# Setting a drive to standby via hdparm seems to have no effec

## tilman

Hello

To spind down my harddisk whenever it is not used I sent 

hdparm -S 2 /dev/hda

to my harddisk.

The harddisk however never spins down, even though the server is mostly ideling. I suspect that there is a program or a damon regularily accesses the harddisk. The swap space is another suspect.  How can I find out which program is accesses the harddisk at a given instance in time ? 

Thanks

Tilman

----------

## poly_poly-man

iotop?

----------

## tilman

a) Tried that. I get this: 

Traceback (most recent call last):

  File "/usr/bin/iotop", line 4, in ?

    import pkg_resources

ImportError: No module named pkg_resources

Might have something to do with the python version I am using.

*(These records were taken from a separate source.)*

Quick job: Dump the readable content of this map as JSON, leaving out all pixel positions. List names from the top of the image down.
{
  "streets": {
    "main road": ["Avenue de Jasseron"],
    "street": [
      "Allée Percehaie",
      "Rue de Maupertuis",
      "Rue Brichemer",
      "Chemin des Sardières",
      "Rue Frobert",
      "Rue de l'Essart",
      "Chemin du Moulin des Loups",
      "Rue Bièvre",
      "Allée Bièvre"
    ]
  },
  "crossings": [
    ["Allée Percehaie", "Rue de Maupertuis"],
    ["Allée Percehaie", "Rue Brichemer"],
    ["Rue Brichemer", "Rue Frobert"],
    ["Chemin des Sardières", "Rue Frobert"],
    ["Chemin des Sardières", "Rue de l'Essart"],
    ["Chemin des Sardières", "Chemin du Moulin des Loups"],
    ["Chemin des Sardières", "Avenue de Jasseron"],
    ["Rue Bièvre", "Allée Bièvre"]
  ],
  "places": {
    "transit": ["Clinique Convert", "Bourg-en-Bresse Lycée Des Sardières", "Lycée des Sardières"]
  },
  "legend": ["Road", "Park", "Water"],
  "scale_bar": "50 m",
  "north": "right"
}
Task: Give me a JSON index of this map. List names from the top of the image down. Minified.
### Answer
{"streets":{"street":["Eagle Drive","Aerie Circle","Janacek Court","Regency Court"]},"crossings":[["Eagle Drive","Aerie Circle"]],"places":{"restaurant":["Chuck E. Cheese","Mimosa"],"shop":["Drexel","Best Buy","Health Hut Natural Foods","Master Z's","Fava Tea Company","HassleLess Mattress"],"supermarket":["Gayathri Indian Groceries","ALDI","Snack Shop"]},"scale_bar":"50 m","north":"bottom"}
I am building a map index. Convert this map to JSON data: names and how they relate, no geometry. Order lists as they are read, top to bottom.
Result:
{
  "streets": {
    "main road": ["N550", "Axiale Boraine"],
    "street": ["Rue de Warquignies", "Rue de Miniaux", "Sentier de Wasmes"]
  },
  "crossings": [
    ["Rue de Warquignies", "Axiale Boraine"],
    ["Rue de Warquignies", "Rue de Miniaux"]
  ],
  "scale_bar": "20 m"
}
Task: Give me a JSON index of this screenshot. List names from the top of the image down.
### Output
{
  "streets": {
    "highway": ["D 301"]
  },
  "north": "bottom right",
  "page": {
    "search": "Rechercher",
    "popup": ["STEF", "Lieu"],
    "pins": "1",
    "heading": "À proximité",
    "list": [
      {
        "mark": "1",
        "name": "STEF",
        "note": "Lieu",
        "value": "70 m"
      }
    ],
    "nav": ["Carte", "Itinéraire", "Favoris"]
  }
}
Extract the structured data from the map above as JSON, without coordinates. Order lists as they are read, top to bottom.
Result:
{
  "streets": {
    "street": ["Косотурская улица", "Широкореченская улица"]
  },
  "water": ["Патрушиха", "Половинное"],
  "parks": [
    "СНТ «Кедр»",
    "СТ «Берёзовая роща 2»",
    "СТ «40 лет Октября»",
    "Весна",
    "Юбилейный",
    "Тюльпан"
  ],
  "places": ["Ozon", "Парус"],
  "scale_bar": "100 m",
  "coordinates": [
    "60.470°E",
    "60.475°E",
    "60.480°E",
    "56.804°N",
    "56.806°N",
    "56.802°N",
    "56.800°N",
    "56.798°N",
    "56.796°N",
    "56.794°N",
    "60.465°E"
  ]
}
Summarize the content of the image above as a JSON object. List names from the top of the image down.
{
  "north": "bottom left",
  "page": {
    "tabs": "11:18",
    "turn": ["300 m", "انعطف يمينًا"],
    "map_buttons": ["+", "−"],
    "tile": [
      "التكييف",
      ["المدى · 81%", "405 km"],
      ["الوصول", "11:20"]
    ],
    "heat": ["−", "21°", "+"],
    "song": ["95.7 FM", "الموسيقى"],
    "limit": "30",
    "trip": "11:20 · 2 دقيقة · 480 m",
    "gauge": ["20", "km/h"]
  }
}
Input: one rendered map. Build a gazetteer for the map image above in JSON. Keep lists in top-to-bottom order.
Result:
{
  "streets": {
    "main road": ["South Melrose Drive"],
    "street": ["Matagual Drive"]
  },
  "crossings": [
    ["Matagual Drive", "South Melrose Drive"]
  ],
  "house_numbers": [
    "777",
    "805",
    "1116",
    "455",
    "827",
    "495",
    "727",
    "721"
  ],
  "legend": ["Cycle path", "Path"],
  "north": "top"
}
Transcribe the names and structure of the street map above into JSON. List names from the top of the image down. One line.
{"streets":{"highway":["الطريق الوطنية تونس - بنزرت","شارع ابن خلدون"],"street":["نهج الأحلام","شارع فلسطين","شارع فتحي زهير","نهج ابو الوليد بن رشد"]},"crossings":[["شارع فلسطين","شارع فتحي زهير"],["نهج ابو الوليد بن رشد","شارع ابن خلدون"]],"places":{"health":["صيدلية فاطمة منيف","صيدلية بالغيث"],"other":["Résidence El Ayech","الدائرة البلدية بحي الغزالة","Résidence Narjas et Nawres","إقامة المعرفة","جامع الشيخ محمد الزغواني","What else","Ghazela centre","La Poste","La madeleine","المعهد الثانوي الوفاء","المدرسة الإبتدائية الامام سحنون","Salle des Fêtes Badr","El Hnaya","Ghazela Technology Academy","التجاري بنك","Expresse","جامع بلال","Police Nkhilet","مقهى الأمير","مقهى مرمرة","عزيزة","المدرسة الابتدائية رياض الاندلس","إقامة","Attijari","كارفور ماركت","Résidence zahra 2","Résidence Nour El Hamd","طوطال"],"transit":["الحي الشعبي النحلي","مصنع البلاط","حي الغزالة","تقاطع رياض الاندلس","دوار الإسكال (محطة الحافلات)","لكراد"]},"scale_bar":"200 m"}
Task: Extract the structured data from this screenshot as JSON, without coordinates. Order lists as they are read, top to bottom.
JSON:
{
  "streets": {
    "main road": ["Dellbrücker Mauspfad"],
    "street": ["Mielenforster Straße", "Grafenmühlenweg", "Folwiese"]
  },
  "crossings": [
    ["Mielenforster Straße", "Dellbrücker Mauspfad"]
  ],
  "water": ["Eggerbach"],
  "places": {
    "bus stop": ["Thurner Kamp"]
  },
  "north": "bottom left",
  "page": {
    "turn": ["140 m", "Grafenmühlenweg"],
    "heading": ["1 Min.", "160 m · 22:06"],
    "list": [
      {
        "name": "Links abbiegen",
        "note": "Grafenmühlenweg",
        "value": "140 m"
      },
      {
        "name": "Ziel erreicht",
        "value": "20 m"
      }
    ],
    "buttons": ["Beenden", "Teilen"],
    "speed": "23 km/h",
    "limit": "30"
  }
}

Recommended is >= 2.5. I have 2.4.3

b) Iotop also requires the TASK_DELAY_ACCT and TASK_IO_ACCOUNTING kernel options to be set, and requires a kernel version >=2.6.20. I have a 2.6.20-gentoo-r8 running. The kernel options are not available in my .config file

- Tilman

----------

## tilman

1) I found lm-profiler. It scans all harddiskactivities for 5 minutes and then gives suggestion on programs accessing the disk. Did not really help me however. All suggested damons I require.

2) Most accesses seem come from pdflush. Setting /proc/sys/vm/laptop_mode via echo "1" > /proc/sys/vm/laptop_mode reduces hard disk activity. Writing of  "dirty pages" is delayed with this setting.

First tests look promissing. I will observe a little bit more if this does the trick...

----------